• AIM OF THE TASK
Beneath this instruction is a listing; print exactly the lines in it starting at the line that contains "959px,723px 972px,723px 1019px,704px" and going through the line that contains "1136px,158px 1158px,135px 1169px,125px".

• DATA IN THIS EXERCISE
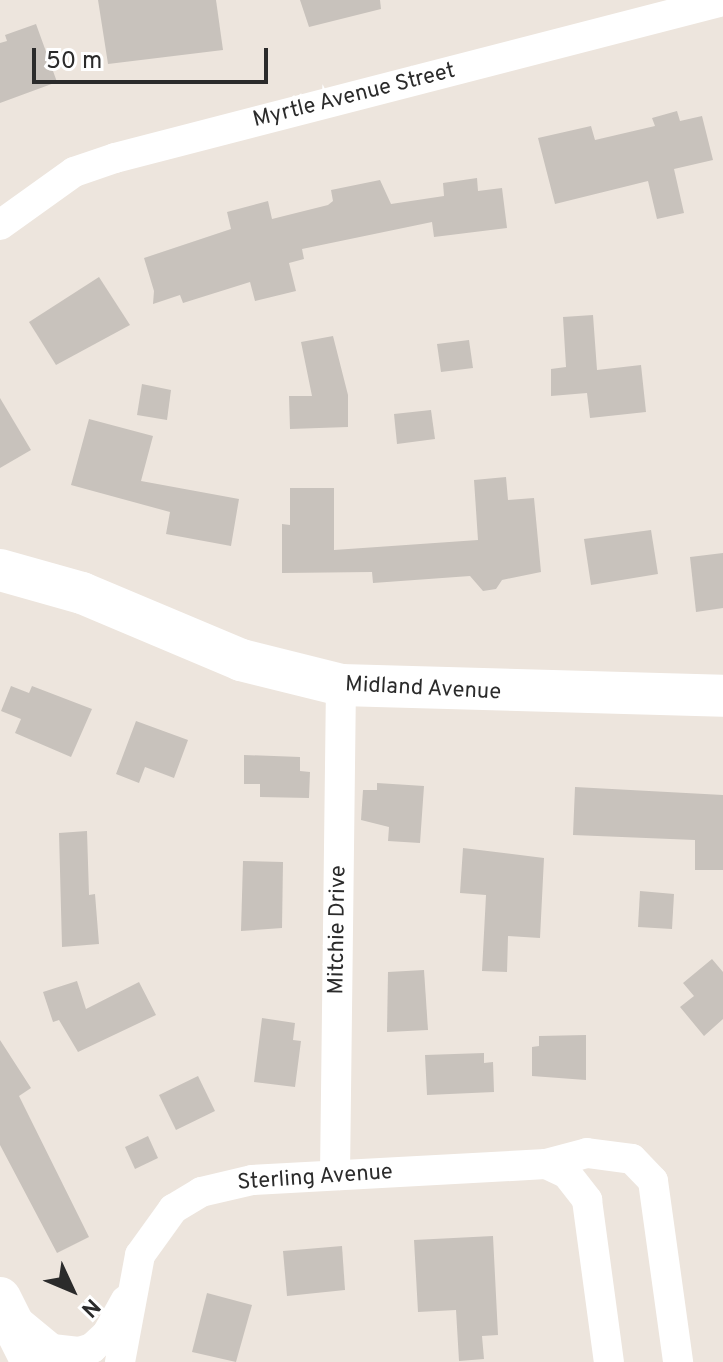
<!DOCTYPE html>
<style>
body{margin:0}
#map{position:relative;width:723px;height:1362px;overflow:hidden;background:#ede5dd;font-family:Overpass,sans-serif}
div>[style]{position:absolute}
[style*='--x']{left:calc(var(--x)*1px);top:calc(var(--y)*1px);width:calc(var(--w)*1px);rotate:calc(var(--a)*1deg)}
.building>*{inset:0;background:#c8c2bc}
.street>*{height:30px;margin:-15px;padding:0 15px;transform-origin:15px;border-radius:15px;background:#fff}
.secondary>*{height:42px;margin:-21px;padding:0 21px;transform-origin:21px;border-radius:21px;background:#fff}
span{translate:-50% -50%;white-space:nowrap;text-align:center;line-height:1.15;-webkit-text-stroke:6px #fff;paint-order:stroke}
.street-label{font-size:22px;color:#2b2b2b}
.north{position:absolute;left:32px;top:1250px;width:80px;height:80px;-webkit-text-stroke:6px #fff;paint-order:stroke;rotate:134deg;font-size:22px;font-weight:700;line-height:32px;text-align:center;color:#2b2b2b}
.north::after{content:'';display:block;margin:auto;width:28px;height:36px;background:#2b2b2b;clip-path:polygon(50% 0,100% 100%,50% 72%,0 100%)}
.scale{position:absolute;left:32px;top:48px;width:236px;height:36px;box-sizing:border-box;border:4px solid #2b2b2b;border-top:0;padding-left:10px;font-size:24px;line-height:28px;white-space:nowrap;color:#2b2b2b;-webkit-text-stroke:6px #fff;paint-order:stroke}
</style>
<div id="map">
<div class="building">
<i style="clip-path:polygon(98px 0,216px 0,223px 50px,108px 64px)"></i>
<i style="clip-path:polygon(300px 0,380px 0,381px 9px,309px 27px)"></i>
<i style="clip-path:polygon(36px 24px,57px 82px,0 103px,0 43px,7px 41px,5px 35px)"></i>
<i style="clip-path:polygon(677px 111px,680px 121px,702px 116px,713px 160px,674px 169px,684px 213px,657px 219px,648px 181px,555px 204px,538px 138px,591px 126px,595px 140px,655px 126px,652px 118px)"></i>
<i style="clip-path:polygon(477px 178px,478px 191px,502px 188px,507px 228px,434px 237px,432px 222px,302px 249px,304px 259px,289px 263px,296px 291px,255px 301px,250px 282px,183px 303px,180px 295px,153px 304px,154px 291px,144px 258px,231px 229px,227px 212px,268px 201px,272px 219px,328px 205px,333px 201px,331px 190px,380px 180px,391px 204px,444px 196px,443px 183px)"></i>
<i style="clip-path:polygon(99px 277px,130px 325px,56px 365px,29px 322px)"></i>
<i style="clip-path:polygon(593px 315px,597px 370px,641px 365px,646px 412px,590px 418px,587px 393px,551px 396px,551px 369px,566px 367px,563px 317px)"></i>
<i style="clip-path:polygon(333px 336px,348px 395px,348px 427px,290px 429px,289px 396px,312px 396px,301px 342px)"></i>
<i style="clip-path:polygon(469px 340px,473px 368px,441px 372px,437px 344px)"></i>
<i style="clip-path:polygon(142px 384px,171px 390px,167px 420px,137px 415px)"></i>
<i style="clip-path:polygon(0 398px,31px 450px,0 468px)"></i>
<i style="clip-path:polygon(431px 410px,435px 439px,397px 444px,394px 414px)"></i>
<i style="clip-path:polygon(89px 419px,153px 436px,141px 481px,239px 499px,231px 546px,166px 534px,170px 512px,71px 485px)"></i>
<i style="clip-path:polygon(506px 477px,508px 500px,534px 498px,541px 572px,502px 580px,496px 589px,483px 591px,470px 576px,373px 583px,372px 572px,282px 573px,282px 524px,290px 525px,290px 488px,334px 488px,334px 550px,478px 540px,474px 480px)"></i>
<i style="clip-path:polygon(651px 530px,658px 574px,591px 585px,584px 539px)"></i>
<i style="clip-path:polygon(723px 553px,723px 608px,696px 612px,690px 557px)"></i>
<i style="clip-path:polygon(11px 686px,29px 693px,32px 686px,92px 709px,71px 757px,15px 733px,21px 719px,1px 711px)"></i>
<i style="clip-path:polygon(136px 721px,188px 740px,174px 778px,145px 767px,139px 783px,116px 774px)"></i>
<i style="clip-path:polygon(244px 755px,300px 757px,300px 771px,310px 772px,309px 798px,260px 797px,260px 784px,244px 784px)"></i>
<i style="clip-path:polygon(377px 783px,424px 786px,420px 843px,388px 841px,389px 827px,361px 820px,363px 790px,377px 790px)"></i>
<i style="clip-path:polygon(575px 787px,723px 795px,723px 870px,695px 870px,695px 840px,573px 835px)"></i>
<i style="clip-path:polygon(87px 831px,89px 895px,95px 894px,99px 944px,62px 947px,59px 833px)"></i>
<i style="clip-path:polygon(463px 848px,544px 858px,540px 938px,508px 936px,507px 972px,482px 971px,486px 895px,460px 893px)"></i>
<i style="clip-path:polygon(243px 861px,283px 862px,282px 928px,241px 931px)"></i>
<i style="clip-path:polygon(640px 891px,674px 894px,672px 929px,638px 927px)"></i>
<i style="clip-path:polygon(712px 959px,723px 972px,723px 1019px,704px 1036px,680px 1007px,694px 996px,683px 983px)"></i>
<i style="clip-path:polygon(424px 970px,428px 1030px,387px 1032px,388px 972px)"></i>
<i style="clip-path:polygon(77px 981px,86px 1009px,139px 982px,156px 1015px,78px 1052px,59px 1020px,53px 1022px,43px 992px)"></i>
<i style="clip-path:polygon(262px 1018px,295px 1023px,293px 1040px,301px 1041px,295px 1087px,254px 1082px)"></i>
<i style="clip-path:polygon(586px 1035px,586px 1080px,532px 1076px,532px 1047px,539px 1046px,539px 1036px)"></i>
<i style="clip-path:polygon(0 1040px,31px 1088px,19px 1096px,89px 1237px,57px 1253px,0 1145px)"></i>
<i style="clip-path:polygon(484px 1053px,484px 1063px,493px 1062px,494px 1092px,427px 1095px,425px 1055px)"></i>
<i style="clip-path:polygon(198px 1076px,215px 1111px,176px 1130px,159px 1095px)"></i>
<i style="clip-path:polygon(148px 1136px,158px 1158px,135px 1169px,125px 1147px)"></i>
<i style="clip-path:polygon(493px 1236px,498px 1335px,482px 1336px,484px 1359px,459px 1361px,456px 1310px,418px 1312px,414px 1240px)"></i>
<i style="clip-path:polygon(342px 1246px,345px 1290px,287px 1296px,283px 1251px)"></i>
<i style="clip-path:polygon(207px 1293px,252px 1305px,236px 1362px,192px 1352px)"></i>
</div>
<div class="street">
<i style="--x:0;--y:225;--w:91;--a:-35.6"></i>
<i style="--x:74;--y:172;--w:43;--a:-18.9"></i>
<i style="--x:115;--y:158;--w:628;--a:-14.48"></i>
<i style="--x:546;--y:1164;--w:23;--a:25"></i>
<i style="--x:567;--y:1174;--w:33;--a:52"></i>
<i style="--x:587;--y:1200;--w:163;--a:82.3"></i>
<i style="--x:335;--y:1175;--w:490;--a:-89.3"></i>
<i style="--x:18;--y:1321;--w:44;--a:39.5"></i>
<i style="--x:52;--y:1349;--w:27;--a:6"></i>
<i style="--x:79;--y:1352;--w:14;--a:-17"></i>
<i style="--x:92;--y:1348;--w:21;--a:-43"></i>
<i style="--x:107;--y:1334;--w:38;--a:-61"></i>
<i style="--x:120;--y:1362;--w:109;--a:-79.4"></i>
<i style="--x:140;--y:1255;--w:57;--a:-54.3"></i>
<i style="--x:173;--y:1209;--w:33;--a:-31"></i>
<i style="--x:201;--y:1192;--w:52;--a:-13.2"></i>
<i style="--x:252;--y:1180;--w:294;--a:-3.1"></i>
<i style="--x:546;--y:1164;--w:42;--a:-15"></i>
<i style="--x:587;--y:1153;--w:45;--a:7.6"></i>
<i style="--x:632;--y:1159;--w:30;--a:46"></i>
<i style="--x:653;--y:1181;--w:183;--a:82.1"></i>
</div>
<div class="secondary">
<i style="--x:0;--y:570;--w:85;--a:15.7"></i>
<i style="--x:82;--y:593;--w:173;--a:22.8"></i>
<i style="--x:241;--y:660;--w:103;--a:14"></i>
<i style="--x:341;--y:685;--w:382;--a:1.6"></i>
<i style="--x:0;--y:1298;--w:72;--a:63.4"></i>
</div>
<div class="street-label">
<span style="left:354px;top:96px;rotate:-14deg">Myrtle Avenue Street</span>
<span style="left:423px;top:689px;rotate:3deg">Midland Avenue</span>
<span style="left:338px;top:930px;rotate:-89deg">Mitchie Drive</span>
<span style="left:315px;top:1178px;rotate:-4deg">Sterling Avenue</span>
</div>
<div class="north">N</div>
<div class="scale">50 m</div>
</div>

• EXPECTED ANSWER
<i style="clip-path:polygon(712px 959px,723px 972px,723px 1019px,704px 1036px,680px 1007px,694px 996px,683px 983px)"></i>
<i style="clip-path:polygon(424px 970px,428px 1030px,387px 1032px,388px 972px)"></i>
<i style="clip-path:polygon(77px 981px,86px 1009px,139px 982px,156px 1015px,78px 1052px,59px 1020px,53px 1022px,43px 992px)"></i>
<i style="clip-path:polygon(262px 1018px,295px 1023px,293px 1040px,301px 1041px,295px 1087px,254px 1082px)"></i>
<i style="clip-path:polygon(586px 1035px,586px 1080px,532px 1076px,532px 1047px,539px 1046px,539px 1036px)"></i>
<i style="clip-path:polygon(0 1040px,31px 1088px,19px 1096px,89px 1237px,57px 1253px,0 1145px)"></i>
<i style="clip-path:polygon(484px 1053px,484px 1063px,493px 1062px,494px 1092px,427px 1095px,425px 1055px)"></i>
<i style="clip-path:polygon(198px 1076px,215px 1111px,176px 1130px,159px 1095px)"></i>
<i style="clip-path:polygon(148px 1136px,158px 1158px,135px 1169px,125px 1147px)"></i>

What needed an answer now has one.